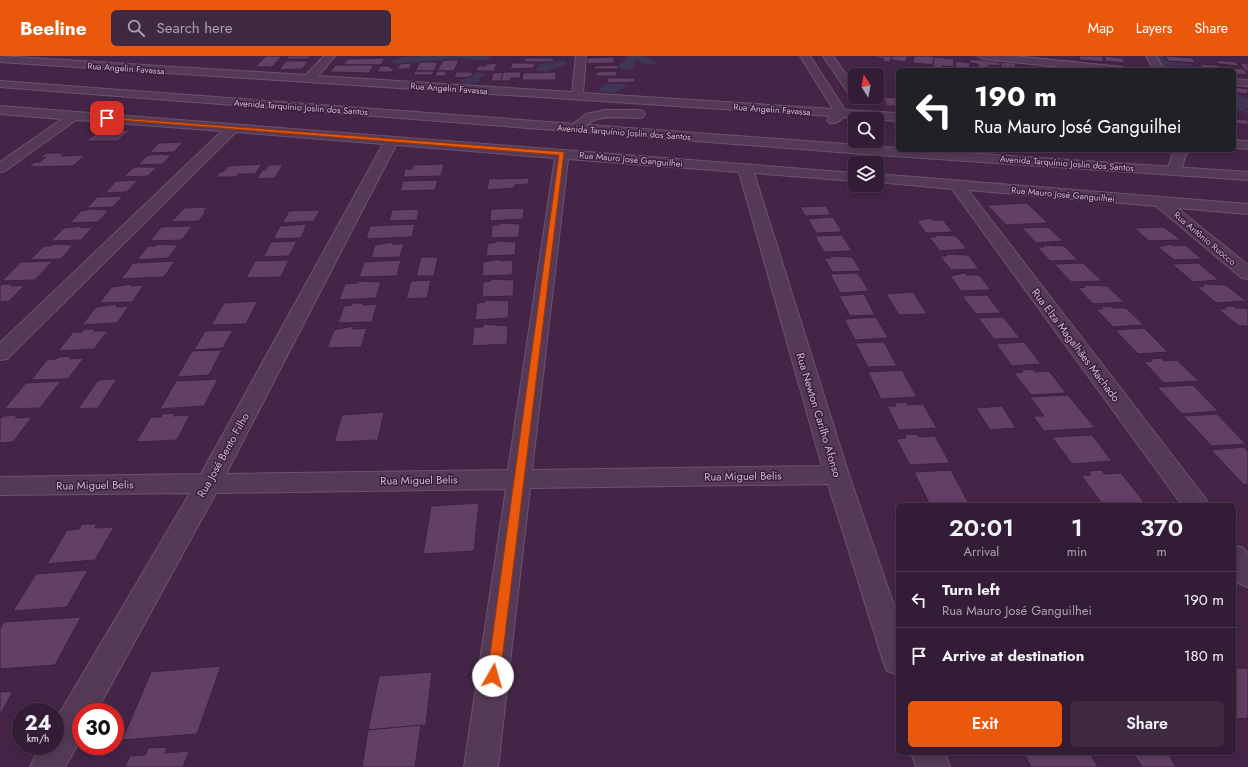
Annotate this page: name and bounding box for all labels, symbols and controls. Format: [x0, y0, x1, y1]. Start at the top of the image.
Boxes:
search box [111, 10, 391, 46]
text: Beeline [20, 15, 87, 42]
icon: search [125, 17, 147, 39]
text: Search here [157, 17, 232, 39]
text: Map [1088, 18, 1114, 38]
text: Layers [1136, 18, 1172, 38]
text: Share [1194, 18, 1228, 38]
street label: Rua Angelin Favassa [87, 59, 165, 77]
north arrow [848, 68, 884, 104]
map controls [848, 68, 884, 192]
text: 190 m [974, 76, 1057, 117]
street label: Rua Angelin Favassa [410, 79, 488, 97]
icon: left [908, 84, 960, 136]
street label: Avenida Tarquínio Joslin dos Santos [234, 96, 369, 118]
street label: Rua Angelin Favassa [733, 100, 811, 118]
pin [90, 101, 124, 135]
icon: arrive [96, 107, 118, 129]
button: search [848, 112, 884, 148]
text: Rua Mauro José Ganguilhei [974, 114, 1181, 140]
street label: Avenida Tarquínio Joslin dos Santos [557, 121, 692, 143]
street label: Rua Mauro José Ganguilhei [579, 148, 683, 170]
street label: Avenida Tarquínio Joslin dos Santos [1000, 152, 1135, 174]
button: layers [848, 156, 884, 192]
street label: Rua Mauro José Ganguilhei [1011, 183, 1115, 205]
street label: Rua Antônio Ruocco [1171, 208, 1239, 268]
street label: Rua Elza Magalhães Machado [1028, 285, 1124, 405]
street label: Rua Newton Carilho Afonso [792, 351, 846, 479]
street label: Rua José Bento Filho [193, 410, 253, 500]
street label: Rua Miguel Belis [704, 467, 782, 485]
street label: Rua Miguel Belis [380, 471, 458, 489]
street label: Rua Miguel Belis [56, 476, 134, 494]
text: 20:01 [949, 510, 1014, 545]
text: 1 [1071, 510, 1083, 545]
text: 370 [1140, 510, 1183, 545]
text: Arrival [963, 542, 999, 561]
text: min [1067, 542, 1087, 561]
text: m [1157, 542, 1167, 561]
text: Turn left [942, 579, 1000, 601]
icon: left [908, 589, 930, 611]
text: 190 m [1183, 589, 1224, 611]
text: Rua Mauro José Ganguilhei [942, 601, 1092, 620]
icon: arrive [908, 645, 930, 667]
text: Arrive at destination [942, 645, 1084, 667]
text: 180 m [1184, 645, 1224, 667]
position arrow [472, 655, 514, 697]
button: Exit [908, 701, 1062, 747]
button: Share [1070, 701, 1224, 747]
speed limit sign: 30 [72, 703, 124, 755]
text: 24 [24, 709, 52, 738]
text: km/h [27, 731, 49, 746]

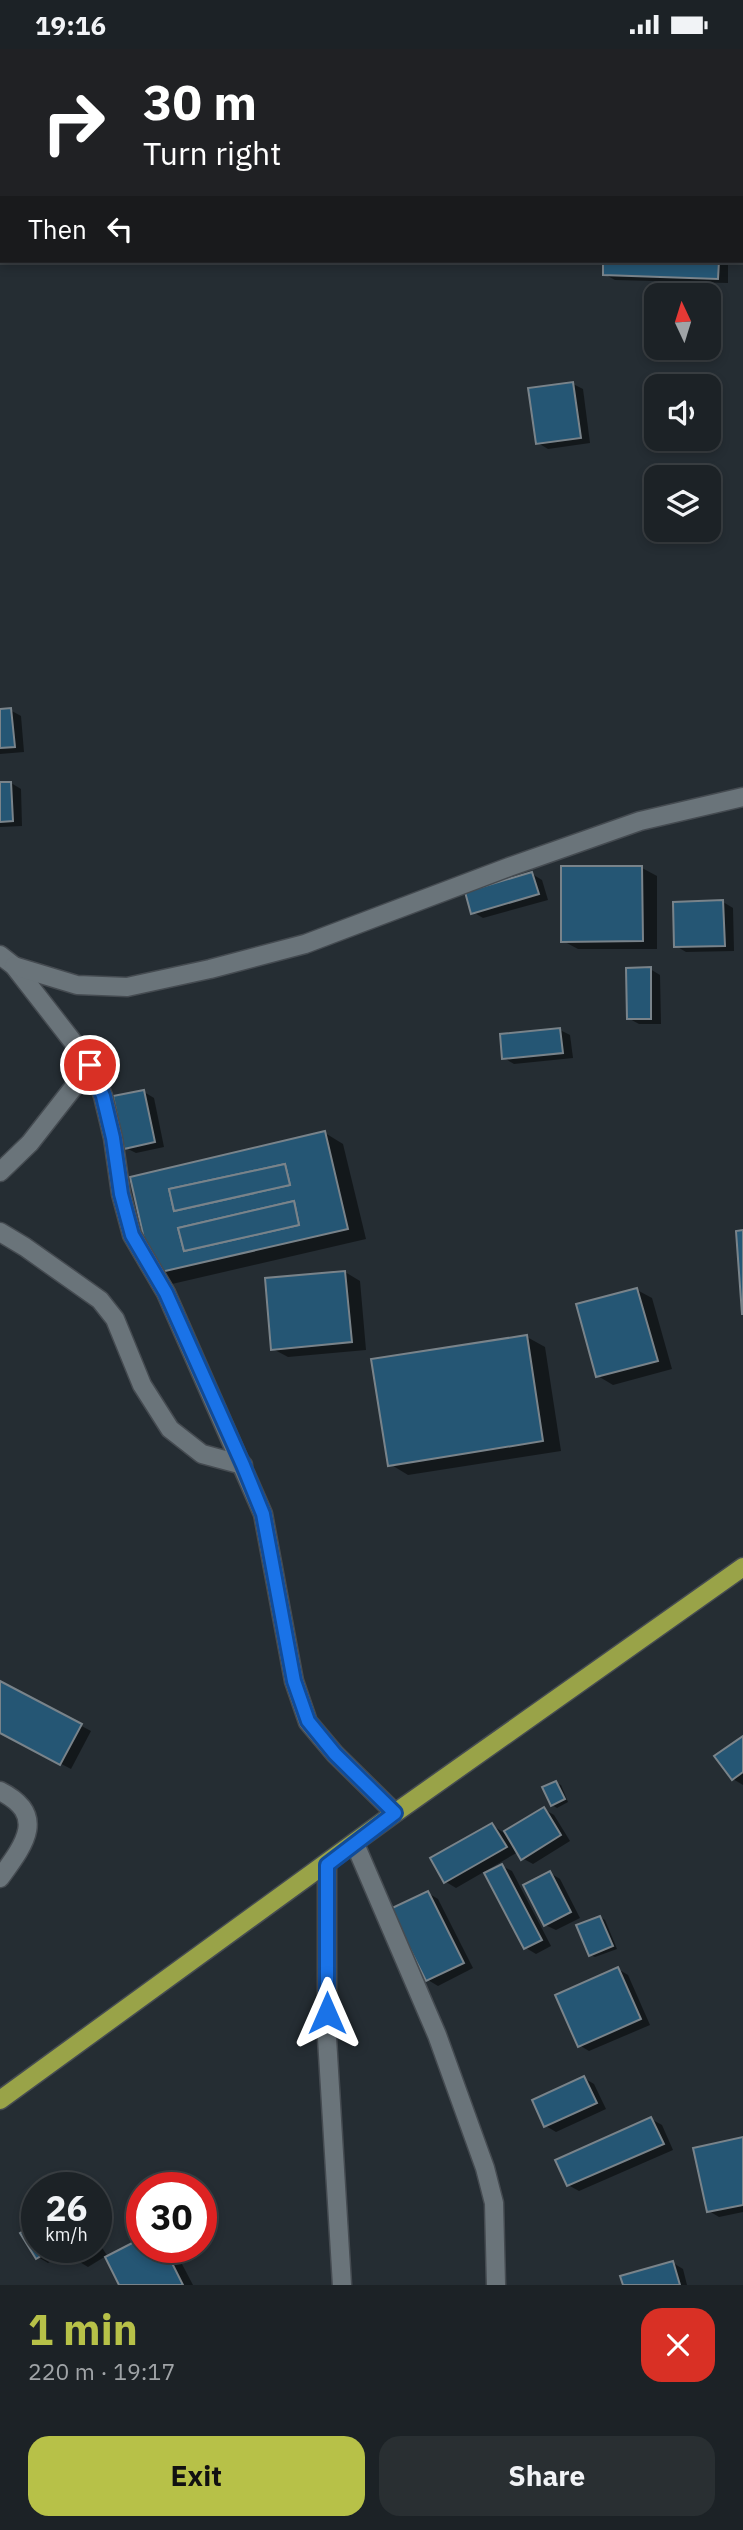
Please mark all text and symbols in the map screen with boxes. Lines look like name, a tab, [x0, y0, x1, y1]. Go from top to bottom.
text: 19:16	[35, 8, 106, 42]
text: 30 m	[143, 70, 257, 133]
icon: right	[28, 77, 119, 168]
text: Turn right	[143, 132, 281, 174]
icon: left	[101, 210, 139, 248]
text: Then	[28, 212, 87, 246]
north arrow	[644, 283, 721, 361]
map controls	[644, 283, 721, 542]
button: sound	[644, 374, 721, 451]
button: layers	[644, 465, 721, 542]
pin	[60, 1035, 120, 1095]
icon: arrive	[71, 1046, 109, 1084]
position arrow	[290, 1976, 364, 2050]
speed limit sign: 30	[126, 2172, 217, 2263]
text: 26	[45, 2185, 88, 2231]
text: km/h	[45, 2223, 88, 2246]
text: 1 min	[28, 2302, 138, 2357]
button: close	[641, 2308, 715, 2382]
text: 220 m · 19:17	[28, 2356, 175, 2386]
button: Exit	[28, 2436, 365, 2516]
button: Share	[379, 2436, 715, 2516]

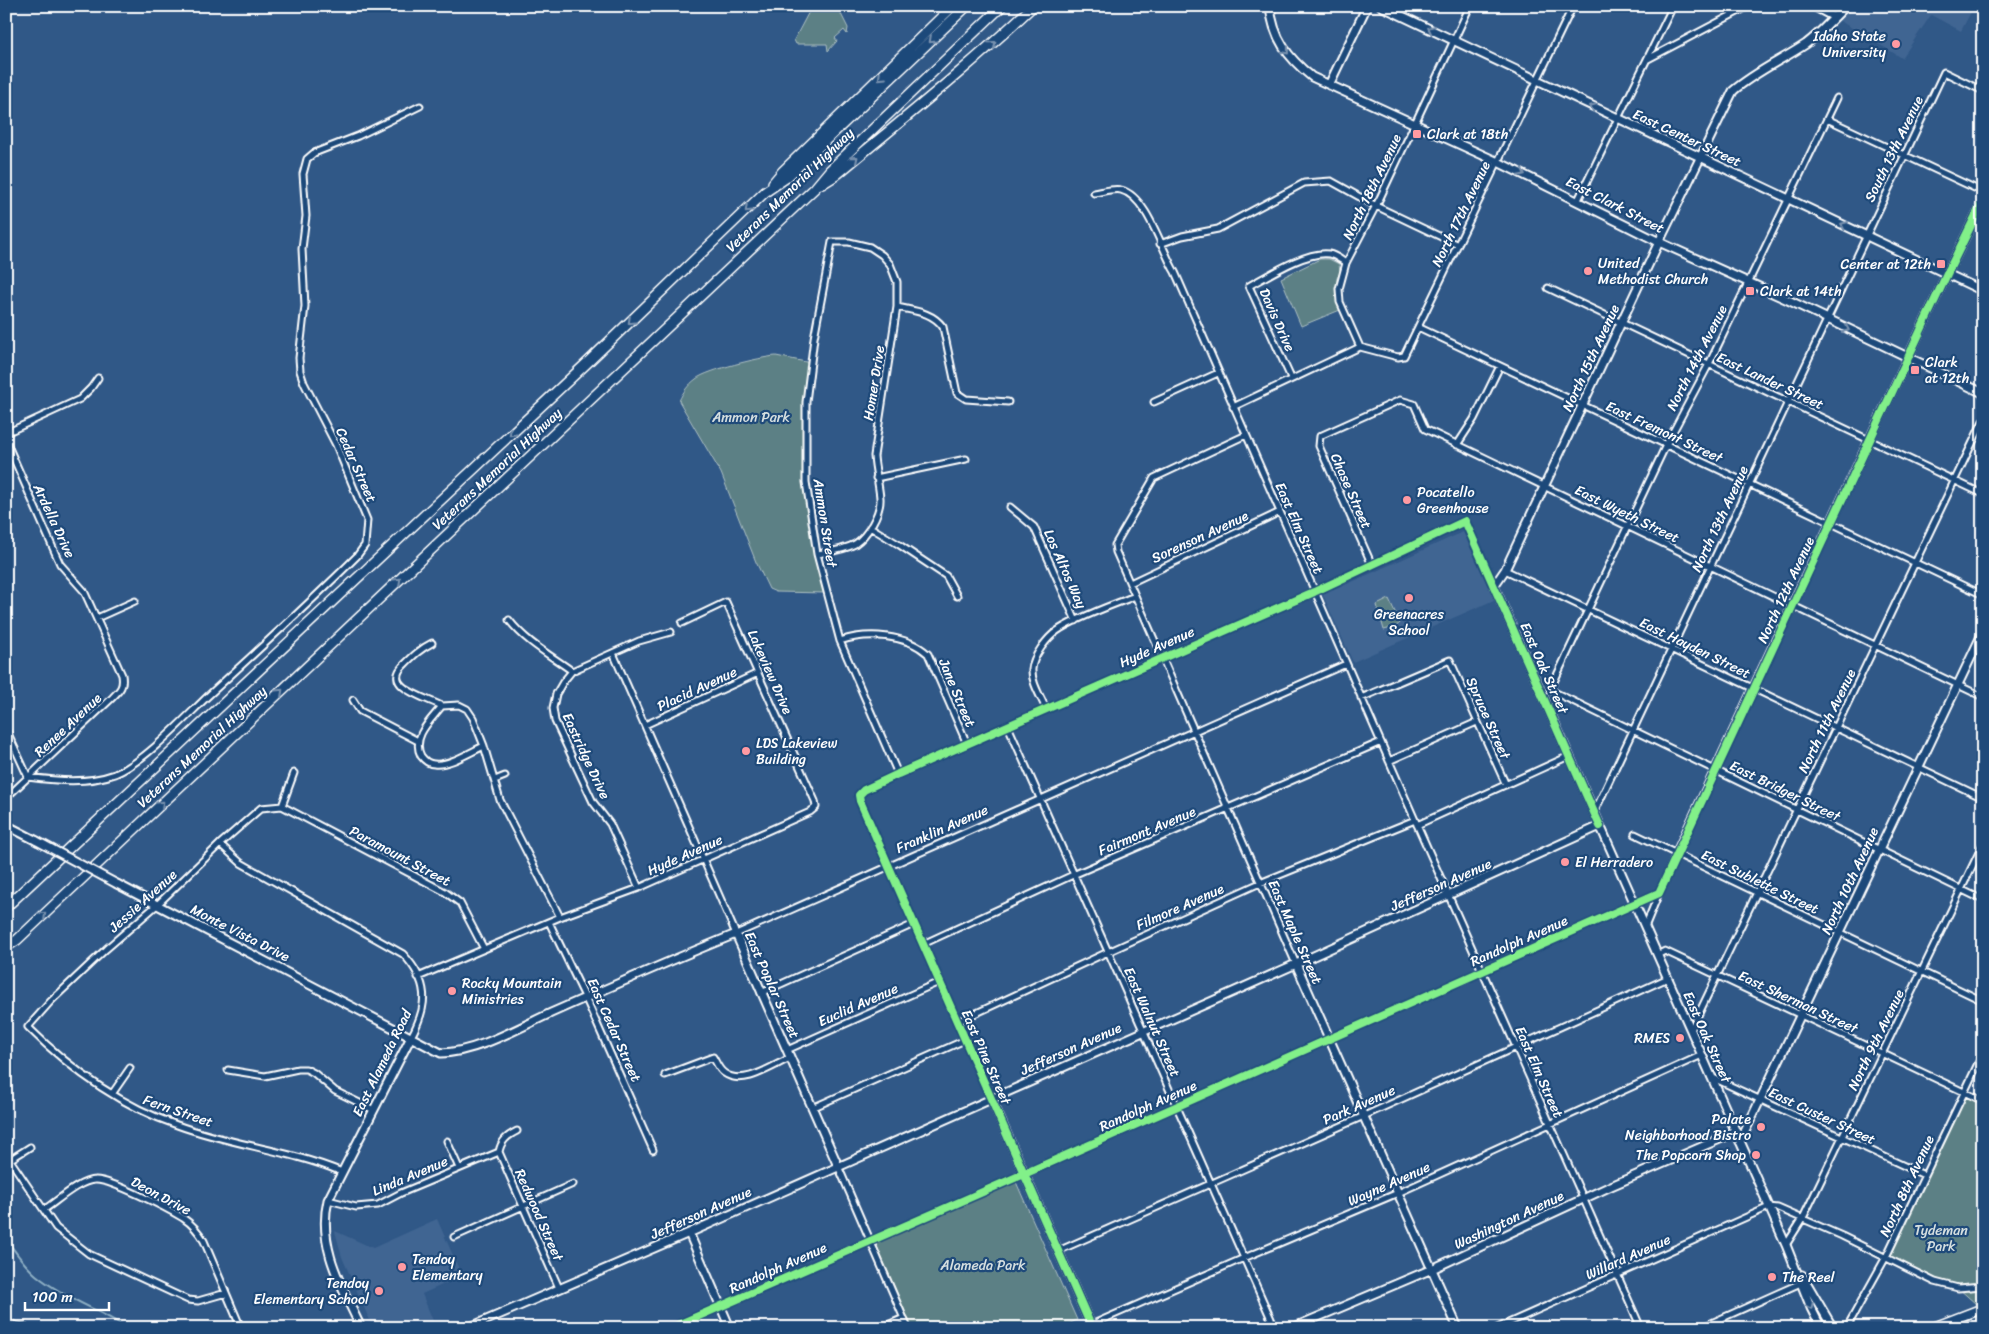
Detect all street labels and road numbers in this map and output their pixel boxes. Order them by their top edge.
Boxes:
street label: South 13th Avenue [1857,91,1931,206]
street label: East Center Street [1628,102,1746,174]
street label: Veterans Memorial Highway [720,121,861,258]
street label: North 18th Avenue [1335,129,1409,245]
street label: North 17th Avenue [1424,156,1498,271]
street label: East Clark Street [1561,169,1669,241]
street label: Davis Drive [1252,284,1302,356]
street label: North 15th Avenue [1555,300,1627,416]
street label: North 14th Avenue [1659,300,1735,415]
street label: Homer Drive [856,343,892,423]
street label: East Lander Street [1712,345,1828,417]
street label: East Fremont Street [1601,394,1728,471]
street label: Veterans Memorial Highway [426,401,569,536]
street label: Cedar Street [328,423,384,507]
street label: Chase Street [1323,449,1379,533]
street label: North 13th Avenue [1684,461,1756,576]
street label: Ammon Street [806,476,845,570]
street label: East Elm Street [1268,478,1330,578]
street label: East Wyeth Street [1570,478,1684,550]
street label: Ardella Drive [25,479,82,562]
street label: Sorenson Avenue [1147,503,1253,571]
street label: Los Altos Way [1036,525,1094,613]
street label: North 12th Avenue [1750,532,1822,648]
street label: East Hayden Street [1635,610,1755,686]
street label: East Oak Street [1513,618,1576,719]
street label: Hyde Avenue [1115,619,1199,675]
street label: Lakeview Drive [740,626,800,719]
street label: Jane Street [931,654,983,731]
street label: Placid Avenue [653,659,741,719]
street label: North 11th Avenue [1791,664,1863,777]
street label: Spruce Street [1459,673,1518,764]
street label: Veterans Memorial Highway [131,679,274,814]
street label: Renee Avenue [28,687,108,763]
street label: Eastridge Drive [555,708,617,804]
street label: East Bridger Street [1725,753,1846,829]
street label: Franklin Avenue [892,797,992,861]
street label: Fairmont Avenue [1094,799,1200,863]
street label: Paramount Street [345,819,455,893]
street label: North 10th Avenue [1814,823,1886,939]
street label: Hyde Avenue [643,827,727,883]
street label: East Sublette Street [1697,843,1823,921]
street label: Jefferson Avenue [1385,851,1496,919]
street label: Jessie Avenue [102,863,183,940]
street label: Filmore Avenue [1132,876,1228,938]
street label: East Maple Street [1261,876,1329,988]
street label: Monte Vista Drive [186,897,294,969]
street label: Randolph Avenue [1466,908,1572,974]
street label: East Poplar Street [737,927,807,1043]
street label: East Walnut Street [1117,963,1187,1081]
street label: East Sherman Street [1734,963,1863,1041]
street label: East Cedar Street [580,974,648,1086]
street label: Euclid Avenue [814,976,902,1034]
street label: North 9th Avenue [1841,985,1911,1095]
street label: East Oak Street [1676,987,1739,1088]
street label: East Alameda Road [345,1004,420,1121]
street label: East Pine Street [954,1005,1019,1110]
street label: Jefferson Avenue [1015,1015,1126,1083]
street label: East Elm Street [1508,1022,1570,1122]
street label: Randolph Avenue [1095,1073,1201,1139]
street label: Park Avenue [1319,1078,1399,1132]
street label: East Custer Street [1764,1080,1880,1152]
street label: Fern Street [140,1087,216,1135]
street label: North 8th Avenue [1872,1131,1942,1241]
street label: Linda Avenue [368,1149,452,1203]
street label: Wayne Avenue [1344,1155,1434,1213]
street label: Redwood Street [508,1165,571,1266]
street label: Deon Drive [126,1170,196,1222]
street label: Jefferson Avenue [645,1179,756,1247]
street label: Washington Avenue [1450,1183,1568,1257]
street label: Willard Avenue [1581,1227,1675,1287]
street label: Randolph Avenue [725,1235,831,1301]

• [TASK DIRECTIONS]
Working through the entries above, copy every line in which "Tarquínio" is found.

• [OUTPUT FOR THIS EXERCISE]
street label: Avenida Tarquínio Joslin dos Santos [234, 96, 369, 118]
street label: Avenida Tarquínio Joslin dos Santos [557, 121, 692, 143]
street label: Avenida Tarquínio Joslin dos Santos [1000, 152, 1135, 174]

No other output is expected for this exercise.